• [RECORDS FOR THIS TASK]
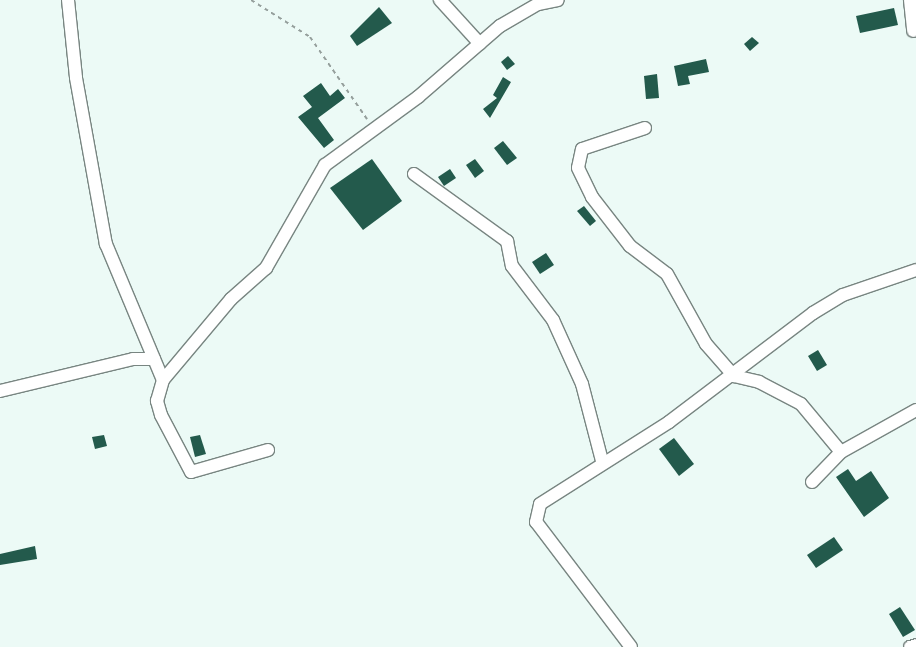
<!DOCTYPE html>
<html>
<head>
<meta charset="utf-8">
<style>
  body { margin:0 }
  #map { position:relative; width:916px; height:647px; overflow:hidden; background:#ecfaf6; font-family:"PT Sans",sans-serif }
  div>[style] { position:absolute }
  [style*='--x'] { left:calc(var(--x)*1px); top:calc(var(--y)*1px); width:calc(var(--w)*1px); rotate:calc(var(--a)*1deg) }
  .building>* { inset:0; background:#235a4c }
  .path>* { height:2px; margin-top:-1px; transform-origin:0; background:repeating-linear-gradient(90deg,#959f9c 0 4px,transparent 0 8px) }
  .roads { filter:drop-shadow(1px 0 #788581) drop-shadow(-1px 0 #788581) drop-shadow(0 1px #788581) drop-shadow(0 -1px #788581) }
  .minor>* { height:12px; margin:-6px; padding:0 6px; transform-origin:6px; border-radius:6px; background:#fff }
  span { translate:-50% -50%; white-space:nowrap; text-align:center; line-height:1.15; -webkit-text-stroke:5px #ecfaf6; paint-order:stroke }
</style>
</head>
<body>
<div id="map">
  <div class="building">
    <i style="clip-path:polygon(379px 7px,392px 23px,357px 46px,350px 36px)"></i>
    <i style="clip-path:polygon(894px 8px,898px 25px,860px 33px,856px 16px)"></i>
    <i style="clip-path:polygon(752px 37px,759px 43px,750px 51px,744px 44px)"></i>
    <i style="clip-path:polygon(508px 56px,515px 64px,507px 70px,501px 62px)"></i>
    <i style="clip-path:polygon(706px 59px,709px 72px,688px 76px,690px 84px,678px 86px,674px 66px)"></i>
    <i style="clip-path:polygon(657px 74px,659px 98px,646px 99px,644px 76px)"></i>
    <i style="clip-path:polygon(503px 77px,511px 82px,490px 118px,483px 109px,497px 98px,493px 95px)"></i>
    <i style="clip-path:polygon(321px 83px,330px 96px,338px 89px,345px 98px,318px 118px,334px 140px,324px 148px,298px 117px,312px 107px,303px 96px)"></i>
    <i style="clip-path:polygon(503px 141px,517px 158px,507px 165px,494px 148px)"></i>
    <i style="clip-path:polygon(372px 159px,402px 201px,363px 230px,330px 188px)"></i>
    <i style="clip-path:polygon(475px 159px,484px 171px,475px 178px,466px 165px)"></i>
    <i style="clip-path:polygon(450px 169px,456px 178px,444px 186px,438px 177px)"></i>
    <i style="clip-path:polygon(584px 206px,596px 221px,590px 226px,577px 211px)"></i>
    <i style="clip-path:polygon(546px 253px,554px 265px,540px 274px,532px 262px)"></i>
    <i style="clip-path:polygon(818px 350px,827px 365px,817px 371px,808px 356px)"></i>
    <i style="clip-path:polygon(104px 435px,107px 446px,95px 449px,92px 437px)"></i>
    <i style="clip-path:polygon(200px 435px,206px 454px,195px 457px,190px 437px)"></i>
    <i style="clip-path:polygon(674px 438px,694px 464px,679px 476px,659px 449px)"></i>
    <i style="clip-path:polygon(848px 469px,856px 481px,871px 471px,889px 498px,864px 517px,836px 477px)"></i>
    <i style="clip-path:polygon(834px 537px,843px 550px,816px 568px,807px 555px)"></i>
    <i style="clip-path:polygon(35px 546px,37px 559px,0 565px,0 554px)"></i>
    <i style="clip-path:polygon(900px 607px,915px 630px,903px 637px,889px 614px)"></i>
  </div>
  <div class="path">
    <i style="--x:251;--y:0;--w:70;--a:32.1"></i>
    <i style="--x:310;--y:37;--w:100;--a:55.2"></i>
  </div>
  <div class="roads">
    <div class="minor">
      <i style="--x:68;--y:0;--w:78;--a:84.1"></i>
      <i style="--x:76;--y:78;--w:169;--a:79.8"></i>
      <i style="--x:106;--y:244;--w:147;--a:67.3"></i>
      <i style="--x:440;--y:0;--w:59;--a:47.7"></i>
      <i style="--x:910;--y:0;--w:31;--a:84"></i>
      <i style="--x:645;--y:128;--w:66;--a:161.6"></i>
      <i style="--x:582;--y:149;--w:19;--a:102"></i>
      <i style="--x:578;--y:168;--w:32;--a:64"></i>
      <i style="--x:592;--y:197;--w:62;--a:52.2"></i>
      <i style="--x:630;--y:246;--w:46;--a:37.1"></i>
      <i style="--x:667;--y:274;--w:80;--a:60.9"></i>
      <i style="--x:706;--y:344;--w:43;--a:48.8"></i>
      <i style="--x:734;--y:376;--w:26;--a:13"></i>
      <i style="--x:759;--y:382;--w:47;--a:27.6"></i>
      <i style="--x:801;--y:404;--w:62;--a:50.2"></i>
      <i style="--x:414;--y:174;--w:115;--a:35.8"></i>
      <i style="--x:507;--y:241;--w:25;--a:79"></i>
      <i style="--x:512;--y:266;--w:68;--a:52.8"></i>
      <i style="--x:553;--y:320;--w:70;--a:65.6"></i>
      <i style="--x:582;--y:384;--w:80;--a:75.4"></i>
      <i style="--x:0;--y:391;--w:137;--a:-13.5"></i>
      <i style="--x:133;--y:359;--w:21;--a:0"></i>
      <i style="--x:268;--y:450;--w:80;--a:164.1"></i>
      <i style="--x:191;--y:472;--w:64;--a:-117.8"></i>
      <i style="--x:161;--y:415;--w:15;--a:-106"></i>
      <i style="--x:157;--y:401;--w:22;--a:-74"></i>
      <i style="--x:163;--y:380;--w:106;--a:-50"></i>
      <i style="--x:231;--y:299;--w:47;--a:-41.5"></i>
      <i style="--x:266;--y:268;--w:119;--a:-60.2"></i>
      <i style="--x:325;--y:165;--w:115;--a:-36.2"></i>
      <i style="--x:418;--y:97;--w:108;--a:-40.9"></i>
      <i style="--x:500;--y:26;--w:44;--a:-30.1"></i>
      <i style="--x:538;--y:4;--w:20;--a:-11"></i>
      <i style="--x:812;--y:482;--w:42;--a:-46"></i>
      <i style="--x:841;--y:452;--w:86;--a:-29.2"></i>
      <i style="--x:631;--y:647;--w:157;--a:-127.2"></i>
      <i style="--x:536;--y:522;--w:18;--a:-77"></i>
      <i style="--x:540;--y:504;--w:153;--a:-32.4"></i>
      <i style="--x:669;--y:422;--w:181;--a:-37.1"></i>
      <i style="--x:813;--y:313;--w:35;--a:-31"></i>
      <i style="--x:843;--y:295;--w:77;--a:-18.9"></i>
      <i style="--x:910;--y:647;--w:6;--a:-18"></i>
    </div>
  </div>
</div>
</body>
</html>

...

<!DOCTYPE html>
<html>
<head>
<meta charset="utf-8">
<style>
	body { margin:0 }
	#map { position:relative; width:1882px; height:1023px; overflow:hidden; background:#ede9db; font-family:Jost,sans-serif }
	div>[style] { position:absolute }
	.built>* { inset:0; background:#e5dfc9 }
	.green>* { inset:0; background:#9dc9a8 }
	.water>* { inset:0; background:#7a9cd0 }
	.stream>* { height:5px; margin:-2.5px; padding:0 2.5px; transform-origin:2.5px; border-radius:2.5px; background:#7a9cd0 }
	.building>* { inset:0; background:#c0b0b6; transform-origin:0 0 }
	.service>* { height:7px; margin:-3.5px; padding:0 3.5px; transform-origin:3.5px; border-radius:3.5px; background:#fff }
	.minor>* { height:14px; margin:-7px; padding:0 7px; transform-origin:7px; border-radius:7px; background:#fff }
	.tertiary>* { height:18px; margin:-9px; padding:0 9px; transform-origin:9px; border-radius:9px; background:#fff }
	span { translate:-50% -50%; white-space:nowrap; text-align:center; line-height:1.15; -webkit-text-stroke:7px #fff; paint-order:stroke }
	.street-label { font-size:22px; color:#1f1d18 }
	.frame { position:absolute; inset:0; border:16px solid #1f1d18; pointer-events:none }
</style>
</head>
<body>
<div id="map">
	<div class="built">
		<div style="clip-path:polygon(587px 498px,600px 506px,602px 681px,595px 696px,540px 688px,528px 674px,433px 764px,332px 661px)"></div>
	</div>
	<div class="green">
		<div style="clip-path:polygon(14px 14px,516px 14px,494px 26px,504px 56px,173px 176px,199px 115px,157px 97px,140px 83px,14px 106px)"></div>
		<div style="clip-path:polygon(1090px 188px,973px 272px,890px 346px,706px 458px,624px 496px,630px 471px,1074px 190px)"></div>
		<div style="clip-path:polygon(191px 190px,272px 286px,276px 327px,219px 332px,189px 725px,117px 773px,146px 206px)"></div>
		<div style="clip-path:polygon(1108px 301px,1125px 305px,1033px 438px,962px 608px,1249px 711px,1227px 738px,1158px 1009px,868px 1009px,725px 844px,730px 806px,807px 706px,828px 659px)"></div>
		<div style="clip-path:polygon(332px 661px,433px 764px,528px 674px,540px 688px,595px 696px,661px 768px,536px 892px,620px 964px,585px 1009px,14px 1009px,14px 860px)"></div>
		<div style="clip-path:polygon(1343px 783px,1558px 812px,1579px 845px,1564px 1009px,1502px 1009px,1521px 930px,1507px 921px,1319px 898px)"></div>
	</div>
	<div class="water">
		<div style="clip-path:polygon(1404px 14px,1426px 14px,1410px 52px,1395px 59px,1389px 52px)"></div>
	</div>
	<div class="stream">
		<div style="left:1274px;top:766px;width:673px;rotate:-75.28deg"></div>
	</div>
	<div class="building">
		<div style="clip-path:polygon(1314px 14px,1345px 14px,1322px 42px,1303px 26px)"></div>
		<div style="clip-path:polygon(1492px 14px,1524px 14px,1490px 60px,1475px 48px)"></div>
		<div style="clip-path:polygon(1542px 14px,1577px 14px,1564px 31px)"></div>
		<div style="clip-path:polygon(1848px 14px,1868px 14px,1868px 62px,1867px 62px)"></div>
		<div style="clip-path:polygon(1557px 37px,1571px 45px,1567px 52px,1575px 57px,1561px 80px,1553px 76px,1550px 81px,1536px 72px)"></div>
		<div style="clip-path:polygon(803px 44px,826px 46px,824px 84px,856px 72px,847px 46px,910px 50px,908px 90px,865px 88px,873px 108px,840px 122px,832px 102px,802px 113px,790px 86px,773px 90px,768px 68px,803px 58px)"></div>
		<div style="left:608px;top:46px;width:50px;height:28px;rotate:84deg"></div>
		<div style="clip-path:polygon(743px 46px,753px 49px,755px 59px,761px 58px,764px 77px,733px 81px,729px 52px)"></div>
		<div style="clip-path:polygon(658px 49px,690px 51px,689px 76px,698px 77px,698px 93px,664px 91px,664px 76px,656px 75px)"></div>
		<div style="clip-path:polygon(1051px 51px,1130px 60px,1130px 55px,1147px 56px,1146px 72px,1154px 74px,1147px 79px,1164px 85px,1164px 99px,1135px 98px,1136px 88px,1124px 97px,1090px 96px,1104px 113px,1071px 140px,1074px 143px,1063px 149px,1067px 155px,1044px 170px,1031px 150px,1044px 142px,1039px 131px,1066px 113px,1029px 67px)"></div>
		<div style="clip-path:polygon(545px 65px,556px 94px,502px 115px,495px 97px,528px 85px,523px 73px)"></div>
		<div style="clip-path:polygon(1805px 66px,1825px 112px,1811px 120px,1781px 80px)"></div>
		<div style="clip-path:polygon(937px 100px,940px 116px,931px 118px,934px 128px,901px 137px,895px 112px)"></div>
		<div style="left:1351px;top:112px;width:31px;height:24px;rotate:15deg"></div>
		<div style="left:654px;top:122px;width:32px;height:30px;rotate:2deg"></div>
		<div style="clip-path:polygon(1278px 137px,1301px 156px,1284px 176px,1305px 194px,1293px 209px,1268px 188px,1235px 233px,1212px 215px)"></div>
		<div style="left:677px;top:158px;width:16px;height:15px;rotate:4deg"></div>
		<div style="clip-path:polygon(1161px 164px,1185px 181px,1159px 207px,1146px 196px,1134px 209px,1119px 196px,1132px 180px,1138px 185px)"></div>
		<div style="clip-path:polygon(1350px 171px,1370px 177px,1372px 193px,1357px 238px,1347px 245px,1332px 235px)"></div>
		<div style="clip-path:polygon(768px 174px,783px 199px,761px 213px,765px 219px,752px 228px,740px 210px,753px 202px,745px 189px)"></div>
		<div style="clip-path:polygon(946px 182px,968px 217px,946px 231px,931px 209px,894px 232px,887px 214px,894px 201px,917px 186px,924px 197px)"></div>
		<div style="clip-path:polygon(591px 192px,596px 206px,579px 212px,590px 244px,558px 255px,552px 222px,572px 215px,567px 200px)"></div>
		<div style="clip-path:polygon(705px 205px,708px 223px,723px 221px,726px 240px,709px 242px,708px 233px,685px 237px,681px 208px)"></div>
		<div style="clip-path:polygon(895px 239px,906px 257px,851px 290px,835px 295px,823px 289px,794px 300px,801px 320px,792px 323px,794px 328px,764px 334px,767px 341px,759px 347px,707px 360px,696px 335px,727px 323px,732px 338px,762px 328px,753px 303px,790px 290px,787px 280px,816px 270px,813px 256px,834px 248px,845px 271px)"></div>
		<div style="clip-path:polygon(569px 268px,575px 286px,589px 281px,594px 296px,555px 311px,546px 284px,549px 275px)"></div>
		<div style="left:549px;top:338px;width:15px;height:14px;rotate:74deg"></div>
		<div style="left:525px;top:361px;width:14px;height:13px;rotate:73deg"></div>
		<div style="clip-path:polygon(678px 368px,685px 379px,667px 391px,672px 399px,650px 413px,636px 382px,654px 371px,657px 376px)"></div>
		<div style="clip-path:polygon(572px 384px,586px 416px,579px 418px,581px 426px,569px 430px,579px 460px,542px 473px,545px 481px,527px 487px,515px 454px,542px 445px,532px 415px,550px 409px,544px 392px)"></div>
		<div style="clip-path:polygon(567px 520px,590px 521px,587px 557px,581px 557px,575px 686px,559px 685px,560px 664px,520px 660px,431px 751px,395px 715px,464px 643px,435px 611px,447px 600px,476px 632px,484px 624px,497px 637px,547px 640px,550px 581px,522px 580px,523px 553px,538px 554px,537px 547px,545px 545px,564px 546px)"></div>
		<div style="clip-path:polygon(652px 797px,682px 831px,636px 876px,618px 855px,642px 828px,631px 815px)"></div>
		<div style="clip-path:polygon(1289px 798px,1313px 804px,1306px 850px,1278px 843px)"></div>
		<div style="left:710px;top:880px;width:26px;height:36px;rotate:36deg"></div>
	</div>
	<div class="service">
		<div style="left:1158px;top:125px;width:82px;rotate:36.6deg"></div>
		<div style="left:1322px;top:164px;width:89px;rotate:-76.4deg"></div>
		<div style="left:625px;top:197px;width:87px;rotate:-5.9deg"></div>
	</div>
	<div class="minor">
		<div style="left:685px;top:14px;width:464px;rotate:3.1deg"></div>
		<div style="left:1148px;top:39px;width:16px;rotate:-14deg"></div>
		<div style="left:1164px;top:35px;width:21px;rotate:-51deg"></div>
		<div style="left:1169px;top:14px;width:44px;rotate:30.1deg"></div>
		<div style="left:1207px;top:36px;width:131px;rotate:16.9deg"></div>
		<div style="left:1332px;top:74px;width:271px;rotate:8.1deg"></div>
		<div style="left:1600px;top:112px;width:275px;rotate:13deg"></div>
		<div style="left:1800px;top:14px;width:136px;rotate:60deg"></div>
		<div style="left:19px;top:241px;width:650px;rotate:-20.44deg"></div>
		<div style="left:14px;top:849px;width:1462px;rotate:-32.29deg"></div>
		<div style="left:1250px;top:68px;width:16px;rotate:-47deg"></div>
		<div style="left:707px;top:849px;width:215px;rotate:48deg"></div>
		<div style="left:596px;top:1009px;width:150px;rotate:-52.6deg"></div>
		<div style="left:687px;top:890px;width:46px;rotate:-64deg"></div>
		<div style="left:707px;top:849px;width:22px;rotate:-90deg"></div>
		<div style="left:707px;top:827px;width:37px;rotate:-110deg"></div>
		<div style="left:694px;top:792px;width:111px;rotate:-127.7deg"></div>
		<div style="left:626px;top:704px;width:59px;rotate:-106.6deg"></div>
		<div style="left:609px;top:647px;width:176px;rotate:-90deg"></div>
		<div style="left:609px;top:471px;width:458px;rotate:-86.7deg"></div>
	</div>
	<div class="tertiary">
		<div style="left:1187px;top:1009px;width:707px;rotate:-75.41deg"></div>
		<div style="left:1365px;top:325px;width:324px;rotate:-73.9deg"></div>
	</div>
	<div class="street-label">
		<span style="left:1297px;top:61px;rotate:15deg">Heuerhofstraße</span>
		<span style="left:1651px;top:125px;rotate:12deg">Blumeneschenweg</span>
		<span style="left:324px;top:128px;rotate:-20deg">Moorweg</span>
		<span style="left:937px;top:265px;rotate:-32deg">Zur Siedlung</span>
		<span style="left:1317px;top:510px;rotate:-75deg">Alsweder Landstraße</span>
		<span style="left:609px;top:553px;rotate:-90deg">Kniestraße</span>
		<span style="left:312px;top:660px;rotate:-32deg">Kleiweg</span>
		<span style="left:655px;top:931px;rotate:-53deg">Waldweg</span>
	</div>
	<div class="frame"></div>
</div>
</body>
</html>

• [EXERCISE]
Go through the material and report each line that holds the string "serif".

• [SOLUTION TO THIS EXERCISE]
  #map { position:relative; width:916px; height:647px; overflow:hidden; background:#ecfaf6; font-family:"PT Sans",sans-serif }
	#map { position:relative; width:1882px; height:1023px; overflow:hidden; background:#ede9db; font-family:Jost,sans-serif }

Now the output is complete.